▸ What to work on: Copy the records below word for word, from the first line through the line that contains "filter:drop-shadow(1px 0 #444)", and leave out any pictures.

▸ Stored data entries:
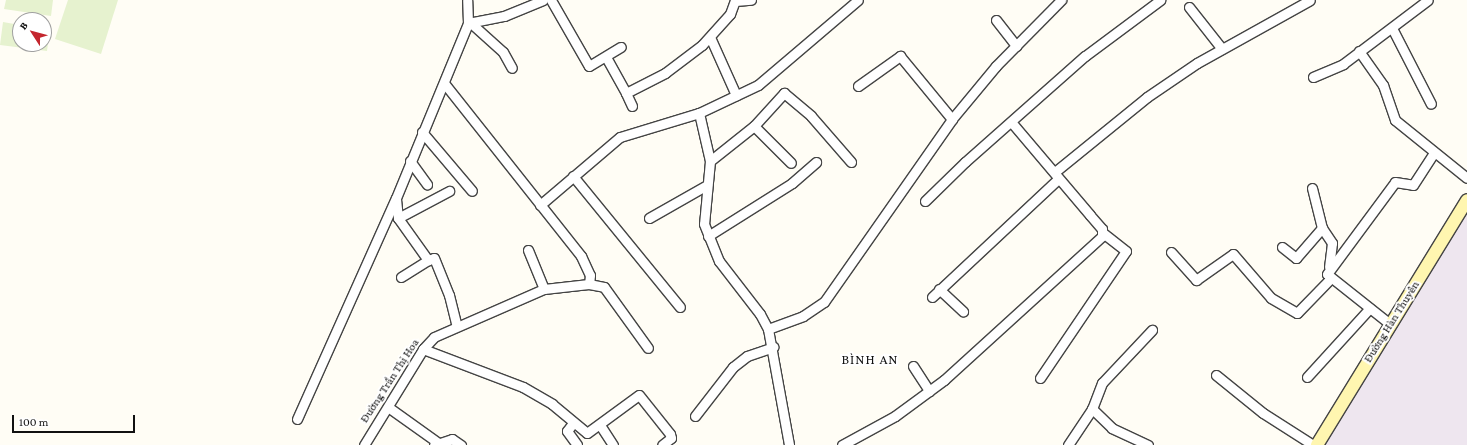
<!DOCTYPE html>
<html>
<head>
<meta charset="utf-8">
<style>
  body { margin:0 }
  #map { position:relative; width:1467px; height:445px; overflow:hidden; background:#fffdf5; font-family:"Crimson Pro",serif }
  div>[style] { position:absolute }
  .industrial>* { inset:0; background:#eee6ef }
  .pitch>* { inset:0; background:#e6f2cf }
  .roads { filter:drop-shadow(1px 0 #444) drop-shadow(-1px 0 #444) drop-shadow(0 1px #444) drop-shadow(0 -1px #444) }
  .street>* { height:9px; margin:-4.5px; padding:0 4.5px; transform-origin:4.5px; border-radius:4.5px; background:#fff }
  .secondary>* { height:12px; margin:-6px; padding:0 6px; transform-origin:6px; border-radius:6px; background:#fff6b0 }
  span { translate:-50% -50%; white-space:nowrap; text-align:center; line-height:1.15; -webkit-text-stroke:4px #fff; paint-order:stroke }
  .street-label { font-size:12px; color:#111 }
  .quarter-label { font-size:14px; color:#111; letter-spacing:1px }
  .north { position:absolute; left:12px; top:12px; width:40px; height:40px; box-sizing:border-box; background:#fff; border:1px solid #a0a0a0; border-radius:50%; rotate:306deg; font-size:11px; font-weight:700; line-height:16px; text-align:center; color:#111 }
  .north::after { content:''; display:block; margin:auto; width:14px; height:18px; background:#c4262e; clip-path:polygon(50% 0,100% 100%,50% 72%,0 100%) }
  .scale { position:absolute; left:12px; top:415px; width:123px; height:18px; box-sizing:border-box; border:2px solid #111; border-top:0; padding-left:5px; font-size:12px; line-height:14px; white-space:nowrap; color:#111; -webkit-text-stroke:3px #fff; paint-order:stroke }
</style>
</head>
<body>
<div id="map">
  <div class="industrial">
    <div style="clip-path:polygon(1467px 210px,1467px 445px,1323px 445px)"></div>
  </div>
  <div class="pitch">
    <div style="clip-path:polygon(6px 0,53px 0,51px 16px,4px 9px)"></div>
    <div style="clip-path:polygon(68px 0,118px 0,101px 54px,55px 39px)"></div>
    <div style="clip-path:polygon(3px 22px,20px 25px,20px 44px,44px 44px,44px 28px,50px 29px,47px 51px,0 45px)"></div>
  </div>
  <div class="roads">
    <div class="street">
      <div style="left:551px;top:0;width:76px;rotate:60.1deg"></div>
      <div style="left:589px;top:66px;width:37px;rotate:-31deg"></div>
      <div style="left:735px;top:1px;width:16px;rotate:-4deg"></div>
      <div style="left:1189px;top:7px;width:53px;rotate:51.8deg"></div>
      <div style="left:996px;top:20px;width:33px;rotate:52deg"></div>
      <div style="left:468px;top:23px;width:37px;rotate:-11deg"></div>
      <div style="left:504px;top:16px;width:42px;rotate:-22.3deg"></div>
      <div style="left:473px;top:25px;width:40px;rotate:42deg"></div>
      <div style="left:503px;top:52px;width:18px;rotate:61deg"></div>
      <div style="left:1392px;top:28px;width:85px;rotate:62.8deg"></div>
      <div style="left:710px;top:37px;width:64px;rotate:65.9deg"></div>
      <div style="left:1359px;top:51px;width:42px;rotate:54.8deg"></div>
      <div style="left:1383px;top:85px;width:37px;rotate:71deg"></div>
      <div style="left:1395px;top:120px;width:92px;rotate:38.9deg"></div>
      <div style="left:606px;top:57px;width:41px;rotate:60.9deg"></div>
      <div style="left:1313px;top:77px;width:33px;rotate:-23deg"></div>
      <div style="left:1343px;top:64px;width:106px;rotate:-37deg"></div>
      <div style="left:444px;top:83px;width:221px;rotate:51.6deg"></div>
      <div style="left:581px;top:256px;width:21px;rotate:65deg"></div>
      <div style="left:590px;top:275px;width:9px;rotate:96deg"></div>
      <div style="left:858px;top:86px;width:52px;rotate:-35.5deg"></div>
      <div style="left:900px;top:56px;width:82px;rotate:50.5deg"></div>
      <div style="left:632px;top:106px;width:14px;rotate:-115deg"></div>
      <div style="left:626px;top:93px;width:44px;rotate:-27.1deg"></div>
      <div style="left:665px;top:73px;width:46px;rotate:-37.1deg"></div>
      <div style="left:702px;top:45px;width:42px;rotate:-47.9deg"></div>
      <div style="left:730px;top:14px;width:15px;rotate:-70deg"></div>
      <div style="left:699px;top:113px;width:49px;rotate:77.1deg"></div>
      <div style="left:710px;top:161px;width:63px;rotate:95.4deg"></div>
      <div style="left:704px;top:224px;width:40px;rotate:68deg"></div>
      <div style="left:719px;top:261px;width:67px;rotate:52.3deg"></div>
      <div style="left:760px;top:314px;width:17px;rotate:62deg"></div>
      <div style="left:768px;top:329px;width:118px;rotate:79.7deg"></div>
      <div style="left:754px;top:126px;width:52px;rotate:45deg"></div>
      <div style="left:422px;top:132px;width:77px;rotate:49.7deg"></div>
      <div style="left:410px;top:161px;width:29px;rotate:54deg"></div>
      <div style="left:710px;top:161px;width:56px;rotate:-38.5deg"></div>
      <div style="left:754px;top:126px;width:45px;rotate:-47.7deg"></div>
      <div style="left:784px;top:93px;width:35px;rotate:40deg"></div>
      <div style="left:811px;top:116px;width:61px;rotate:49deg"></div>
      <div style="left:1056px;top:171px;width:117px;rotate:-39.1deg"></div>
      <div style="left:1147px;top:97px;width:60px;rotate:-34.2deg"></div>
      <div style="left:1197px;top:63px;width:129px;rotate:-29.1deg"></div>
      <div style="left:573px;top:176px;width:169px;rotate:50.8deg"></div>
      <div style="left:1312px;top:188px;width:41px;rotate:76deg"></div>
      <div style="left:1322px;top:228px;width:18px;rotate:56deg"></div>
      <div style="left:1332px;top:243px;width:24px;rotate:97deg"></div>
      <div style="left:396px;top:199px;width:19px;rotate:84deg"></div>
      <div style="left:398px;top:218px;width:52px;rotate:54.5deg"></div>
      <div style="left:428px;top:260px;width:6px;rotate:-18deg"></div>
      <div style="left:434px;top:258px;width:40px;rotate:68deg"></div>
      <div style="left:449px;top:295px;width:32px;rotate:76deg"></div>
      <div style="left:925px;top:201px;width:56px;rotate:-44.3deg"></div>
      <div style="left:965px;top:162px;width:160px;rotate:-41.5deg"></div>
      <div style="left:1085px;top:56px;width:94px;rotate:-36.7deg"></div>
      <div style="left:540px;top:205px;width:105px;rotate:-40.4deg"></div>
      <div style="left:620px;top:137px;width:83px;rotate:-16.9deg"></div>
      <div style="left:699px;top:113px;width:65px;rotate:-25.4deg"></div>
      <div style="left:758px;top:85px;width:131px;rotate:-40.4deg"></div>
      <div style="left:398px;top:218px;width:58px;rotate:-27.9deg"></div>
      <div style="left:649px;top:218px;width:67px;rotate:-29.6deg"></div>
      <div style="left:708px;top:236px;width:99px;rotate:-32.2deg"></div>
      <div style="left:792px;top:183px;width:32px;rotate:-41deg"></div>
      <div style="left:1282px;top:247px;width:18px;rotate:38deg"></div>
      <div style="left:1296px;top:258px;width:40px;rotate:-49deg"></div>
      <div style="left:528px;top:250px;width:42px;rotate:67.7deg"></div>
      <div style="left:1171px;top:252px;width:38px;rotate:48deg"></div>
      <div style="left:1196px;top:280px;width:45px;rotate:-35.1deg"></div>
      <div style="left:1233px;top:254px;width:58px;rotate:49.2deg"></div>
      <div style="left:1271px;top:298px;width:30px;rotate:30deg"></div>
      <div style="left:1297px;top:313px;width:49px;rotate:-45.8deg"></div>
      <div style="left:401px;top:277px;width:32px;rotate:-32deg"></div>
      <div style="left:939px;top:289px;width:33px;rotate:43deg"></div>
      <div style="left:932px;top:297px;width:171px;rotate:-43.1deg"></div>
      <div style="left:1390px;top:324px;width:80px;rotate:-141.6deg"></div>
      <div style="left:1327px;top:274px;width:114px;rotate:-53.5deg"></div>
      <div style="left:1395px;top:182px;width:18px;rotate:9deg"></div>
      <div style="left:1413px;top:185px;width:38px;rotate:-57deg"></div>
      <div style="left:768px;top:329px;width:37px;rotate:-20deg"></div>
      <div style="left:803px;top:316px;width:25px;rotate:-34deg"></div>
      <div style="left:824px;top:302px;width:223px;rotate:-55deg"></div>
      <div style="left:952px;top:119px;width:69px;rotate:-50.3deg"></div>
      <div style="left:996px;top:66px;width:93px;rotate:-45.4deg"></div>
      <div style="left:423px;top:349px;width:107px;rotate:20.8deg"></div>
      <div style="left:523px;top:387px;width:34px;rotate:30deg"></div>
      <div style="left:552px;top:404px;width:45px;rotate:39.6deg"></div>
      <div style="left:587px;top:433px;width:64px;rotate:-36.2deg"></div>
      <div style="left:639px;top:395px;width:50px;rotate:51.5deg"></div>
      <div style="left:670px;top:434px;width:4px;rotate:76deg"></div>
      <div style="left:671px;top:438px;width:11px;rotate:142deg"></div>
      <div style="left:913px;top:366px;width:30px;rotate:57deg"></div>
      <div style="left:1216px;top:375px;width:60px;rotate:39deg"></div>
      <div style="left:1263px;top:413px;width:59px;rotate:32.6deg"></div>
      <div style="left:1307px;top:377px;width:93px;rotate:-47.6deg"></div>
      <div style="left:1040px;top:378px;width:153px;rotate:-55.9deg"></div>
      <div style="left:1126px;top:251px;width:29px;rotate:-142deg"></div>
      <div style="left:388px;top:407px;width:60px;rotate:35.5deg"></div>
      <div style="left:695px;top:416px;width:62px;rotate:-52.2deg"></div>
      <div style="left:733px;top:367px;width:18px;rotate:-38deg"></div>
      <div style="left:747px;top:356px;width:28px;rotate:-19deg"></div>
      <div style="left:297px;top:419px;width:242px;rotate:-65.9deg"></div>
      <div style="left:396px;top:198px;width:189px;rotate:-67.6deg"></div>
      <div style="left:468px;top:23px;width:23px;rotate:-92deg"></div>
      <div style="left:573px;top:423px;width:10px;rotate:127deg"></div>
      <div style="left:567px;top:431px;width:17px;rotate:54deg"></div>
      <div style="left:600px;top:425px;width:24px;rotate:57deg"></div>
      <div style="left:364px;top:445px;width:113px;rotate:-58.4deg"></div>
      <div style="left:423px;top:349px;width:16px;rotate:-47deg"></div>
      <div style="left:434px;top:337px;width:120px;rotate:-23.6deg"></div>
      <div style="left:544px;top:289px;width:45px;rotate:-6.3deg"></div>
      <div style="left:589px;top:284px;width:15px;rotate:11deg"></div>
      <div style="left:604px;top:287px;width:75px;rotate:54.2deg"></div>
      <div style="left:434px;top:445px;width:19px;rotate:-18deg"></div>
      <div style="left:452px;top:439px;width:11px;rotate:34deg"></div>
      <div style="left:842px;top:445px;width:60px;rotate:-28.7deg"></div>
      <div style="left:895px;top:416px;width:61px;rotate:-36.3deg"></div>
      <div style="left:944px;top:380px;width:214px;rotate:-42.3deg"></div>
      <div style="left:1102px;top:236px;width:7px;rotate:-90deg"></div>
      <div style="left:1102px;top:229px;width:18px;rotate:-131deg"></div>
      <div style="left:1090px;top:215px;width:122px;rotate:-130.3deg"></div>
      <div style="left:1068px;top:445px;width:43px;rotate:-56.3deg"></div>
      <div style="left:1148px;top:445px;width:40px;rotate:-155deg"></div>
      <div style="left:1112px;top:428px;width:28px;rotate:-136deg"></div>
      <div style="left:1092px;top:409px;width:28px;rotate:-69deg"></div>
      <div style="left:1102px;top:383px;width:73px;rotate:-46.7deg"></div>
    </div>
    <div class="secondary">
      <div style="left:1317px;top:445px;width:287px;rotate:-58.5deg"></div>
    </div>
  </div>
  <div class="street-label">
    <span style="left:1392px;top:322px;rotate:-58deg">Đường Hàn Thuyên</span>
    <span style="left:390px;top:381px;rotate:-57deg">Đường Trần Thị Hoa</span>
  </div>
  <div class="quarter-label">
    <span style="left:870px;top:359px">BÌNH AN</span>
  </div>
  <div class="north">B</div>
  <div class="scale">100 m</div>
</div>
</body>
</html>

▸ Exercise answer:
<!DOCTYPE html>
<html>
<head>
<meta charset="utf-8">
<style>
  body { margin:0 }
  #map { position:relative; width:1467px; height:445px; overflow:hidden; background:#fffdf5; font-family:"Crimson Pro",serif }
  div>[style] { position:absolute }
  .industrial>* { inset:0; background:#eee6ef }
  .pitch>* { inset:0; background:#e6f2cf }
  .roads { filter:drop-shadow(1px 0 #444) drop-shadow(-1px 0 #444) drop-shadow(0 1px #444) drop-shadow(0 -1px #444) }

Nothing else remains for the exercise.